# Basic concentration inequalities

Concentration inequalities

Collection of fairly simple, well-known inequalities that are typically taught at the beginning of a respective course or book.

## Simple tail bound for the Normal distribution

Proposition Let $$X\sim\mathcal{N}(0,1)$$. For all $$t>0$$, we have

$P(X\geq t) \leq\frac{1}{t}\frac{1}{\sqrt{2\pi}}\exp{(-t^2/2)}.$

For $t$, the tail bound is

$P(X\geq t)=\frac{1}{\sqrt{2\pi}}\exp{(-t^2/2)}.$

Proof We have

$P(X \geq t =\frac{1}{\sqrt{2\pi}})\int_{t}^\infty \exp{(-x^2/2)}$

Apply change-of-variables $$x=t+y$$:

\begin{aligned} P(X \geq t)&=\frac{1}{\sqrt{2\pi}}\int_0^\infty \exp{(-t^2/2)}\exp{(-ty)}\exp{(-y^2/2)}dy\\ &\leq \frac{1}{\sqrt{2\pi}}\exp{(-t^2/2)}\int_0^\infty \exp(-ty)dy\\ &=\frac{1}{t}\frac{1}{\sqrt{2\pi}}\exp{(-t^2/2)}\square \end{aligned}

## Markov’s inequality

Proposition For a non-negative random variable $$X$$ and $$t>0$$, it follows that

$$P(X\geq t)\leq \frac{\mathbb{E}[X]}{t}$$\$

Proof We have \begin{aligned} X \geq t &\Leftrightarrow X\mathbb{I}_{X\geq t} \geq t\mathbb{I}_{X\geq t}\\ & \Leftrightarrow \mathbb{E}[X\mathbb{I}_{X\geq t}] \geq \mathbb{E}[t\mathbb{I}_{X\geq t}] \\ & \Leftrightarrow \mathbb{E}[X\mathbb{I}_{X\geq t}] \geq t\mathbb{E}[\mathbb{I}_{X\geq t}] \\ & \Leftrightarrow \frac{\mathbb{E}[X\mathbb{I}_{X\geq t}]}{t} \geq P(X\geq t)\\ & \Leftrightarrow P(X\geq t) \leq \frac{\mathbb{E}[X\mathbb{I}_{X\geq t}]}{t} \leq \frac{\mathbb{E}[{X\geq t}]}{t}\square \end{aligned}

We can extend Markov’s inequality by choosing $$X$$ to be defined over an interval $$I\subset\mathbb{R}$$, $$\phi$$ a non-decreasing, non-negative function over $$I$$.

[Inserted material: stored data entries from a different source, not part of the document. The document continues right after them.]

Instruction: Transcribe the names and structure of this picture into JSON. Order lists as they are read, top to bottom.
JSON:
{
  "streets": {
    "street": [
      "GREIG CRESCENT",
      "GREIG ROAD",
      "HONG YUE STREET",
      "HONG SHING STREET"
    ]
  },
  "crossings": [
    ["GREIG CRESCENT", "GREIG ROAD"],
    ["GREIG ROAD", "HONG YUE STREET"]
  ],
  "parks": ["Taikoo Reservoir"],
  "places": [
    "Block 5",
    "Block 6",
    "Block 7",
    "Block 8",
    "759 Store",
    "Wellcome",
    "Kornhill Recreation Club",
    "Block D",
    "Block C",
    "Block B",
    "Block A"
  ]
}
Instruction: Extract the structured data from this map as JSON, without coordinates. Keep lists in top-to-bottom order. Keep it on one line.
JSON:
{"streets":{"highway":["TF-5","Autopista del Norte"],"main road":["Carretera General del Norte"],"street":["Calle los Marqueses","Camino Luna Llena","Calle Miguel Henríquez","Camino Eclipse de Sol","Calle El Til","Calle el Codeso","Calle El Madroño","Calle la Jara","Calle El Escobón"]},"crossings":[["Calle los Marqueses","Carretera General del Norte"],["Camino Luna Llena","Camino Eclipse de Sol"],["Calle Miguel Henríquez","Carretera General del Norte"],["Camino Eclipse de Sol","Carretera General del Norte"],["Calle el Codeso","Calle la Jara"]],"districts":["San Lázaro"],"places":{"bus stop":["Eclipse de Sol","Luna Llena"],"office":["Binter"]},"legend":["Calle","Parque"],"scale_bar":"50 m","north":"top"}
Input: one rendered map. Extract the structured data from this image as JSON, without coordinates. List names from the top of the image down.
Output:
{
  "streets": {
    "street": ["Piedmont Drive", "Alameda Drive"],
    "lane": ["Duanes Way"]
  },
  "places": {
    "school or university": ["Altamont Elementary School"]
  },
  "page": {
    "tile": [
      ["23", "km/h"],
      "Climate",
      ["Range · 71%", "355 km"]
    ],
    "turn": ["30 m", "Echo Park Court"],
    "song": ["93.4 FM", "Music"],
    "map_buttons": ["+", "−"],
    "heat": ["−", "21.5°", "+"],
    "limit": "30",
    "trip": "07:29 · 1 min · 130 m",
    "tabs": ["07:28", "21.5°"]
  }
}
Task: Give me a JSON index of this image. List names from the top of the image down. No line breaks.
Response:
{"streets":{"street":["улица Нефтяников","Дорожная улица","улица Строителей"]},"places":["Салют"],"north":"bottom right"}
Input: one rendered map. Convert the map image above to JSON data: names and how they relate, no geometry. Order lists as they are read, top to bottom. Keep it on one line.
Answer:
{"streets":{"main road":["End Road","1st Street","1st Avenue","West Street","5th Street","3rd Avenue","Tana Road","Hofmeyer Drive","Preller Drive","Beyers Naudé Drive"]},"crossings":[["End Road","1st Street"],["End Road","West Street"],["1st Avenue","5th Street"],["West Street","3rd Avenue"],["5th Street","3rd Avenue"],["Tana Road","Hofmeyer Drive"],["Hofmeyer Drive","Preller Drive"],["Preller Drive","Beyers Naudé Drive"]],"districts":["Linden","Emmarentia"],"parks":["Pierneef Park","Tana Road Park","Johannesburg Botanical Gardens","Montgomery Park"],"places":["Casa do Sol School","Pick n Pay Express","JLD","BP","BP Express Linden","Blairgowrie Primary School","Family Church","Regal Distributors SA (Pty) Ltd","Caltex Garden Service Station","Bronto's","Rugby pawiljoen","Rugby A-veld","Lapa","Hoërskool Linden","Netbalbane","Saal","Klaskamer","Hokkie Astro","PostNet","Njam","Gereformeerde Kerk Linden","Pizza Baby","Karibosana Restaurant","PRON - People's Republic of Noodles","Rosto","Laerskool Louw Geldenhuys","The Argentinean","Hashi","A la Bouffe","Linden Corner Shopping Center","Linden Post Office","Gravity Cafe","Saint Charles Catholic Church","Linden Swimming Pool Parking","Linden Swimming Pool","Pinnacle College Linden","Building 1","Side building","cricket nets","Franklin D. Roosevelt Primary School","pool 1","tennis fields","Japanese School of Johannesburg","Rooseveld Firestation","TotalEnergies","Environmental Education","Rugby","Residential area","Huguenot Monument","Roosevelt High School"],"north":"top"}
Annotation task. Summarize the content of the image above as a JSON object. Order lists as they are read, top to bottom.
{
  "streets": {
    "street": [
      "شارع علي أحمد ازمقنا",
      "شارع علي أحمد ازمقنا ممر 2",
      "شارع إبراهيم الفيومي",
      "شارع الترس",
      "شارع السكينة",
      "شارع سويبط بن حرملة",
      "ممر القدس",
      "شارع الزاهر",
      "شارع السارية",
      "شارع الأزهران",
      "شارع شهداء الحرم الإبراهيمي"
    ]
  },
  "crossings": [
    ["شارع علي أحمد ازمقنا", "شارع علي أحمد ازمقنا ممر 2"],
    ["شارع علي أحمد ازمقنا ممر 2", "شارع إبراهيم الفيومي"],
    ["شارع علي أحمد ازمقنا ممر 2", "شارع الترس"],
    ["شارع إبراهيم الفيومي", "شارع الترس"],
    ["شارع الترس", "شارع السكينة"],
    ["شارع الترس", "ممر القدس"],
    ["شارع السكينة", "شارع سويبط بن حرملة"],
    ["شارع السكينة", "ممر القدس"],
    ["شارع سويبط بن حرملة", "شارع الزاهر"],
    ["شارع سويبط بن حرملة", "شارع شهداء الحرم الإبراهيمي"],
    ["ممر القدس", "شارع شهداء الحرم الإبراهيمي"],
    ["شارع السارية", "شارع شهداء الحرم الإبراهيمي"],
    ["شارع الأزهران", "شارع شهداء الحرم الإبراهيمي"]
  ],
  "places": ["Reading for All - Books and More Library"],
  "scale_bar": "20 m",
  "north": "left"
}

For any $$t\in I$$, we then have

$P(X\geq t)\leq P(\phi(X)\geq \phi(t))\leq \frac{\mathbb{E}[\phi(X)]}{\phi(t)}$

## Chebyshev’s inequality

Setting $$X=|Y-\mathbb{E}[Y]|$$ and $$\phi(t)=t^q$$ in Markov’s inequality, we get

$P(|Y-\mathbb{E}[Y]|\geq t)\leq\frac{\mathbb{E}[|Y-\mathbb{E}[Y]|^q]}{t^q}$

It is then possible to find an optimal $$q$$ for this inequality, such that $$\mathbb{E}[Y]^q <\infty$$ holds, too.

The original Chebyshev inequality actually uses $$q=2$$, which creates a bound with respect to $$Var(Y)$$.

## Cramér-Chernoff method

The key idea is to use Markov’s inequality with $$phi(t)=\exp{(\lambda t)}$$ and $$\lambda \geq 0$$:

$P(X \geq t)\leq \exp{(-\lambda t)}\mathbb{E}[\exp{(\lambda X)}]$

Notice that $$\mathbb{E}[\exp{(\lambda X)}]$$ is the moment-generating function of $$X$$.

Define

$\psi_X(\lambda)=\log{\mathbb{E}[\exp{(\lambda X)}]}$

and

$\psi^*_X(t)=\sup_{\lambda \geq 0}(\lambda t-\psi_X(\lambda)).$

This is known as the Cramér transform of $$X$$.

We have

\begin{aligned} \exp{(-\lambda t)}\mathbb{E}[\exp{(\lambda X)}] &=\exp{(\log\mathbb{E}[\exp{(\lambda X)}]}-\lambda t)\\ &=\exp{(\psi_X(\lambda)-\lambda t)}\\ &=\exp{(-(\lambda t-\psi_X(\lambda)))}. \end{aligned}

Since this holds for any $$t$$ and $$\lambda$$, it also holds that

$P(X \geq t)\leq \exp{(-\psi_X^*(t))}.$

Next, notice that

$\psi_X(\lambda)=\log\mathbb{E}[\exp{(\lambda X)}]\geq \log\exp\mathbb{E}[\lambda X]=\lambda\mathbb{E}[ X]$

by Jensen’s inequality. Then,

$\lambda t-\psi_X(\lambda)\leq 0$

whenever $$t\geq \mathbb{E}[X]$$. This allows us to extend the Cramér transform to the Fenchel-Legendre dual

$\psi^*_X(t)=\sup_{\lambda \in\mathbb{R}}(\lambda t-\psi_X(\lambda)),$

whenever $$t\geq\mathbb{E}[X]$$.

## References

Boucheron, Stéphane, Gábor Lugosi, and Pascal Massart. 2013. Concentration Inequalities: A Nonasymptotic Theory of Independence. Oxford university press.
Vershynin, Roman. 2018. High-Dimensional Probability: An Introduction with Applications in Data Science. Vol. 47. Cambridge university press.